- TASK DATA:

::::

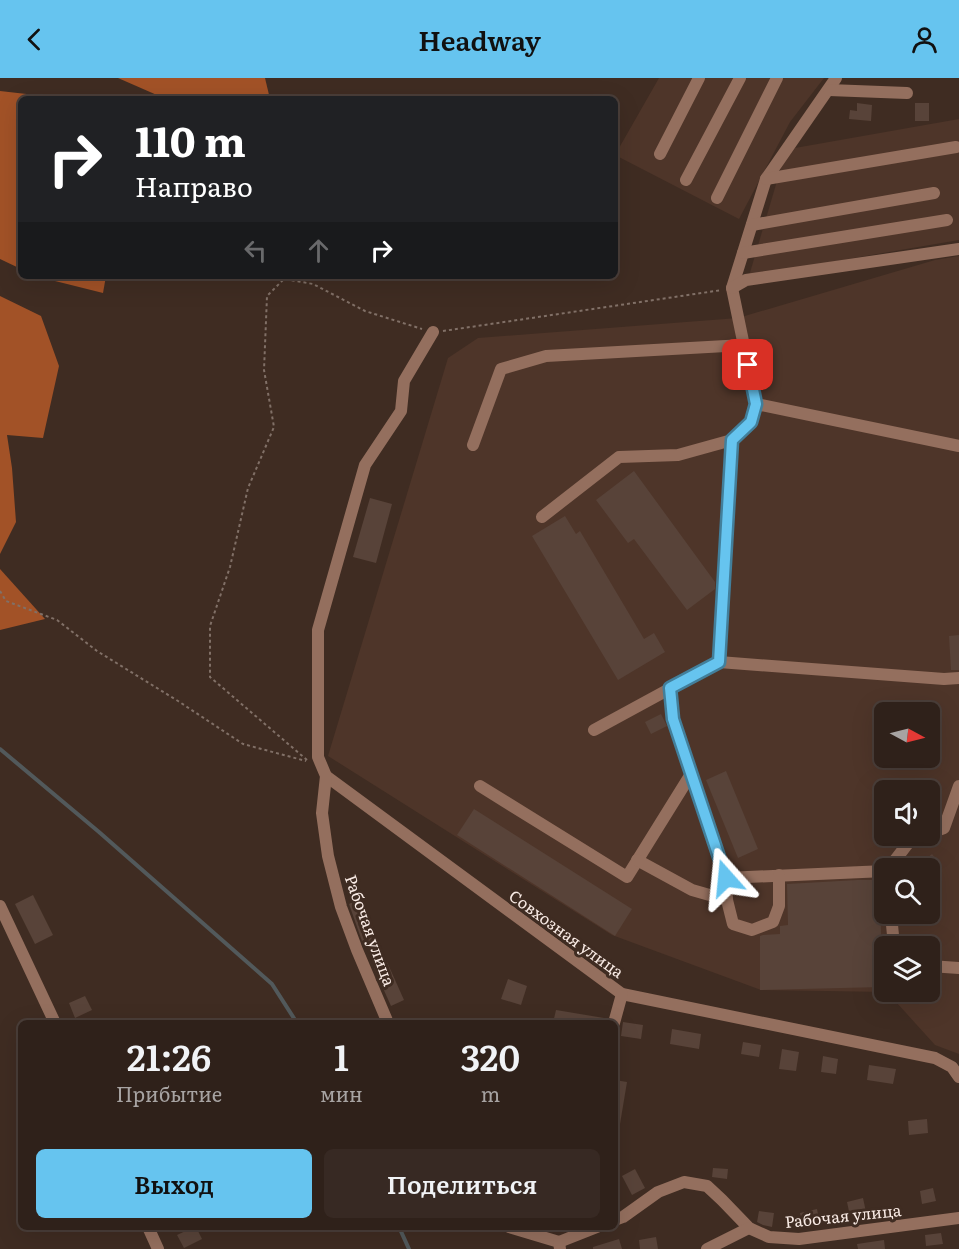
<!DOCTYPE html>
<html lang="ru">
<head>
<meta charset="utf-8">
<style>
	body { margin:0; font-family:Literata,serif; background:#372923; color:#f1f3f6; height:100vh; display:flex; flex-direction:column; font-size:22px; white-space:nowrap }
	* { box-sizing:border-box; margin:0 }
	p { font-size:20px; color:#a7a3a2 }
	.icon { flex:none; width:33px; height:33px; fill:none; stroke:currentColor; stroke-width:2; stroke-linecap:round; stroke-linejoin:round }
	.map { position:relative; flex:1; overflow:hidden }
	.side { position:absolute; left:18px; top:942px; width:600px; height:210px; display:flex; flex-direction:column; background:#2f211a; border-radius:9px; box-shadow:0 6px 24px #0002,0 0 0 2px #4a3e39 }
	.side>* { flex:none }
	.banner { position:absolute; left:18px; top:18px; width:600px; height:183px; border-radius:9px; box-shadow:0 6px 24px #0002,0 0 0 2px #4a3e39; background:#202124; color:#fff; overflow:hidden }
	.needle { width:39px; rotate:97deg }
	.buttons { position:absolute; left:874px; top:624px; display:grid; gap:12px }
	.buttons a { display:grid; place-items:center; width:66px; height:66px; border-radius:9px; background:#2f211a; box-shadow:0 6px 24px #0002,0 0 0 2px #4a3e39; font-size:30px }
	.pin { position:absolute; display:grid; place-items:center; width:51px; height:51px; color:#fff; margin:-26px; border-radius:12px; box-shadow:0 3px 9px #0006 }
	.me { position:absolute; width:66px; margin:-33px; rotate:342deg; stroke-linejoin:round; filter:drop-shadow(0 0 4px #0008) }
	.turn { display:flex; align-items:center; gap:21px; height:126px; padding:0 18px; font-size:27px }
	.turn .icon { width:78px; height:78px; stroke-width:2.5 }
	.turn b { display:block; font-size:42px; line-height:51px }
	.lanes { display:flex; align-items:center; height:57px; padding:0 18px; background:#0003; justify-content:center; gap:30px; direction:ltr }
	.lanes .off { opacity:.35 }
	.eta { display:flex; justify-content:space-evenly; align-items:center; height:102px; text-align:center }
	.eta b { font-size:36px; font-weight:600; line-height:42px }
	.action { display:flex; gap:12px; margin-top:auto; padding:12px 18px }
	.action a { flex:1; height:69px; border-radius:9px; background:#66c4ef; color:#111; font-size:24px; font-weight:600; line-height:69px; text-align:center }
	.action a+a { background:#372923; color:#f1f3f6 }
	header { display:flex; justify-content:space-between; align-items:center; height:78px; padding:0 18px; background:#66c4ef; color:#111; font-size:27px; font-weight:600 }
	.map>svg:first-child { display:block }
	.built { fill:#4e3529; fill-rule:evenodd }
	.forest { fill:#a25227 }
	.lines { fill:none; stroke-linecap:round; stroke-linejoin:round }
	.stream { stroke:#52595b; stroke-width:4 }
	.building { fill:#584339 }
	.path { stroke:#817067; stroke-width:2; stroke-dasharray:3 3; stroke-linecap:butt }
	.minor { stroke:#946f5e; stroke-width:12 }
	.route-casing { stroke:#427f9b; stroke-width:15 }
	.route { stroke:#66c4ef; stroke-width:10 }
	.labels { text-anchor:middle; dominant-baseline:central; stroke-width:6; stroke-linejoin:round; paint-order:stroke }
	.street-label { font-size:16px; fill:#f9ebe5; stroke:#3f2c22 }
</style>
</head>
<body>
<header><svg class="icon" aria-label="back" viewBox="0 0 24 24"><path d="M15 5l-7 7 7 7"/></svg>Headway<svg class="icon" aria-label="person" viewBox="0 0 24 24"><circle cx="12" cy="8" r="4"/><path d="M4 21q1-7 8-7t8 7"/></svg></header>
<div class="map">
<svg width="959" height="1171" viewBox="0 0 959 1171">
	<rect width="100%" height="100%" fill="#3f2c22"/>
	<g class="built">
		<path d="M659,0h165l-34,44 -51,97 -124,-64z"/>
		<path d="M959,41v121l-210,36 33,-112 13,-16z"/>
		<path d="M959,178v798l-24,-9 -48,-53 -126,-2 -149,-55 -284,-179 120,-398 30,-20 260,-20 197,-58zM885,634h45v46h-45zM885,712h45v46h-45zM885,790h45v46h-45zM885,868h45v46h-45z"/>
	</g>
	<g class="forest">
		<path d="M118,0h147l5,21h-104z"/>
		<path d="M0,13l53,6 2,2h-34v170l-21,-10z"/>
		<path d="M35,198h71l-3,17z"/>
		<path d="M0,218l41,20 18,50 -16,72 -36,-3 5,33 4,54 -16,32z"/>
		<path d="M0,491l45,50 -45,11z"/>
	</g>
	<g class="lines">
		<g class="stream">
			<path d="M0,671l99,83 173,152 25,39"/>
			<path d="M399,1149l10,22"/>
		</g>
	</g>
	<g class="building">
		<path d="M857,25l15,2 -1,16 -22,-2 1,-9 7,1z"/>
		<rect x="915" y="25" width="14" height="18"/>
		<path d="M634,393l81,111v7l-28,21 -53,-71 -6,4 -32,-43z"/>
		<path d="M370,420l22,6 -16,59 -23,-6z"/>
		<path d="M565,438l11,18 4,-3 64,108 10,-6 11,19 -47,28 -86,-144z"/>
		<path d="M959,557v35h-8l-2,-34z"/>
		<path d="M661,636l6,12 -16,8 -6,-12z"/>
		<path d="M726,693l32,78 -20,9 -32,-78z"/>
		<path d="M474,731l158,100 -17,27 -158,-101z"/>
		<path d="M932,776l10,13 -10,9 -2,-3v-5h-4l-5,-5z"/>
		<path d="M857,802h23l2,107 -122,3v-54l3,-1 17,-1v-8l8,-1 -1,-41z"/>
		<path d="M33,817l20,40 -18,9 -20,-40z"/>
		<path d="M361,820l16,40 -14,6 -14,-40z"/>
		<path d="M387,884l17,38 -13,6 -17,-38z"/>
		<path d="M508,901l19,7 -6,19 -20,-6z"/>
		<path d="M85,918l7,14 -17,8 -6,-15z"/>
		<path d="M556,932l48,8v5h-51z"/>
		<path d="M623,944l20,3 -2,14 -20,-3z"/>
		<path d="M672,951l29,5 -2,15 -29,-5z"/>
		<path d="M743,964l18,3 -2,12 -18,-3z"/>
		<path d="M782,971l17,3 -3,19 -17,-2z"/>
		<path d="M823,978l15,3 -2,15 -15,-2z"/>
		<path d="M869,987l27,4 -3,15 -26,-4z"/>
		<path d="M615,1002l12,2 -7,42 -5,-1z"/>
		<path d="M927,1041l1,14 -19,2 -1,-14z"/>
		<path d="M713,1090l15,1 -1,10 -15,-2z"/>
		<path d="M635,1091l10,19 -13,7 -10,-19z"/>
		<path d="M933,1110l3,13 -14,3 -2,-13z"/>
		<path d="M863,1120l3,14 -16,4 -3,-14z"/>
		<path d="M817,1131l2,11 -17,4 -2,-11z"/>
		<path d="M759,1133l15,2 -2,14 -9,-2 -6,-3z"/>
		<path d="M194,1149h2l6,12 -18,9 -7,-13z"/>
		<path d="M941,1155l2,11 -17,2 -1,-11z"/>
		<path d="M656,1159l2,12h-18l-1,-9z"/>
		<path d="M619,1161l3,10h-29v-2z"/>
		<path d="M884,1162l1,9h-27l-1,-5z"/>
	</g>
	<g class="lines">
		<g class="path">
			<path d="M443,253l279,-41"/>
			<path d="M0,513l6,10 51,19 40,31 81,50 65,43 63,17"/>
			<path d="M307,682l-97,-83v-51l20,-59 18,-79 26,-61 -10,-57 3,-74 17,-17 29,5 52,27 57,18"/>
		</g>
		<g class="minor">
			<path d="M836,0l-70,101 -34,109 24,116 203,42"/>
			<path d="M829,12l78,3"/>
			<path d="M660,76l39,-76"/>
			<path d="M766,101l190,-32"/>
			<path d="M686,102l54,-102"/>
			<path d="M717,120l60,-120"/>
			<path d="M752,147l182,-32"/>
			<path d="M743,175l204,-33"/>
			<path d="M732,210l14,-8 213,-31"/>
			<path d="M473,367l28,-76 45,-13 198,-11"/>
			<path d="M542,439l77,-60 59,-2 54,-15 19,-18 5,-18"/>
			<path d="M719,584l13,-222"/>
			<path d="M670,610l3,31 53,159 159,-7"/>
			<path d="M594,652l125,-68 225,17 15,-1"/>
			<path d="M326,698l296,218 313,64 17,9 7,10"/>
			<path d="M480,708l147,91 64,-103"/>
			<path d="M930,755l14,-5 15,-42"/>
			<path d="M637,782l55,30 35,10"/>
			<path d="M889,790l20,-26 15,-6"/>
			<path d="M726,800l1,22 6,24 19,6 21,-8 6,-16v-31"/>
			<path d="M0,828l55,117"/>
			<path d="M891,836l3,32"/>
			<path d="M930,888l29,2"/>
			<path d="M388,945l-31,-73 -16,-43 -13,-51 -6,-43 4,-37 -8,-19v-127l47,-165 36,-54 3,-30 29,-49"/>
			<path d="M614,945l8,-29"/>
			<path d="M615,1142l8,-3 35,-25 26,-10 23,4 15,14 27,28 20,9 30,2 160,-21"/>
			<path d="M148,1149l10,22"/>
			<path d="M509,1149l50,15 1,7"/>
			<path d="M559,1164l38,-15"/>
			<path d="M707,1171l42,-21"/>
		</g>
	</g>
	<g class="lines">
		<g class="route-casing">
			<path id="route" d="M726,800l-53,-159 -3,-31 49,-26 13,-222 19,-18 5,-18 -8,-39"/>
		</g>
		<use href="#route" class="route"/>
	</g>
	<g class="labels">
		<g class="street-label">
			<text transform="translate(371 852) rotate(70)">Рабочая улица</text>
			<text transform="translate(567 855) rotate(36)">Совхозная улица</text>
			<text transform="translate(843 1137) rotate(-6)">Рабочая улица</text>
		</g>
	</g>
</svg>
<div class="buttons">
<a><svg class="needle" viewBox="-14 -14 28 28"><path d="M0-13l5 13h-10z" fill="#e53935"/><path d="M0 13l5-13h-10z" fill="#a7a3a2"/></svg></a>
<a><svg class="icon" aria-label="sound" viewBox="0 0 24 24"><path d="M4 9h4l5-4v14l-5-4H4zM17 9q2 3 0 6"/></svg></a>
<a><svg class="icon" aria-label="search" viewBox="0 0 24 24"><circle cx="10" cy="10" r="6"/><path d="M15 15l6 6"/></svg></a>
<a><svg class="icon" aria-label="layers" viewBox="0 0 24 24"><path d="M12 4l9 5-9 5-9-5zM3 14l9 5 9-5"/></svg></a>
</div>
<div class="pin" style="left:748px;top:287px;background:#d93025"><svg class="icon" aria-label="arrive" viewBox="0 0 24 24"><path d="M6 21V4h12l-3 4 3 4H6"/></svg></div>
<svg class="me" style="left:726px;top:800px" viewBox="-20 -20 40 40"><path d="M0-17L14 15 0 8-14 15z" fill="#66c4ef" stroke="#fff" stroke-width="4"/></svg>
<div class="banner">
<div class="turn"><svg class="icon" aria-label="right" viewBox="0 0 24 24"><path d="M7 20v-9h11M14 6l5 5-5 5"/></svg><div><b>110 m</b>Направо</div></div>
<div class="lanes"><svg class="icon off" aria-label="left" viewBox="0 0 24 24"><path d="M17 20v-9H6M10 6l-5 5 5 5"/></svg><svg class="icon off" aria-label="ahead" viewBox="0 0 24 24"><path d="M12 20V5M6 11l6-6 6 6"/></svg><svg class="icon" aria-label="right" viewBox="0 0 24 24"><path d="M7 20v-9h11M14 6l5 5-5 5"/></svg></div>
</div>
<section class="side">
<div class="eta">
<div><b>21:26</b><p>Прибытие</p></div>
<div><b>1</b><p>мин</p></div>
<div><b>320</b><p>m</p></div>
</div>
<div class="action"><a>Выход</a><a>Поделиться</a></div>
</section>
</div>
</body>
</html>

::::

- WHAT IS NEEDED: Each line from the first line of the material above through the line containing "flex:none; width:33px; height:33px;" is to be reproduced exactly, with both ends kept and pictures left out.

- RESULT:
<!DOCTYPE html>
<html lang="ru">
<head>
<meta charset="utf-8">
<style>
	body { margin:0; font-family:Literata,serif; background:#372923; color:#f1f3f6; height:100vh; display:flex; flex-direction:column; font-size:22px; white-space:nowrap }
	* { box-sizing:border-box; margin:0 }
	p { font-size:20px; color:#a7a3a2 }
	.icon { flex:none; width:33px; height:33px; fill:none; stroke:currentColor; stroke-width:2; stroke-linecap:round; stroke-linejoin:round }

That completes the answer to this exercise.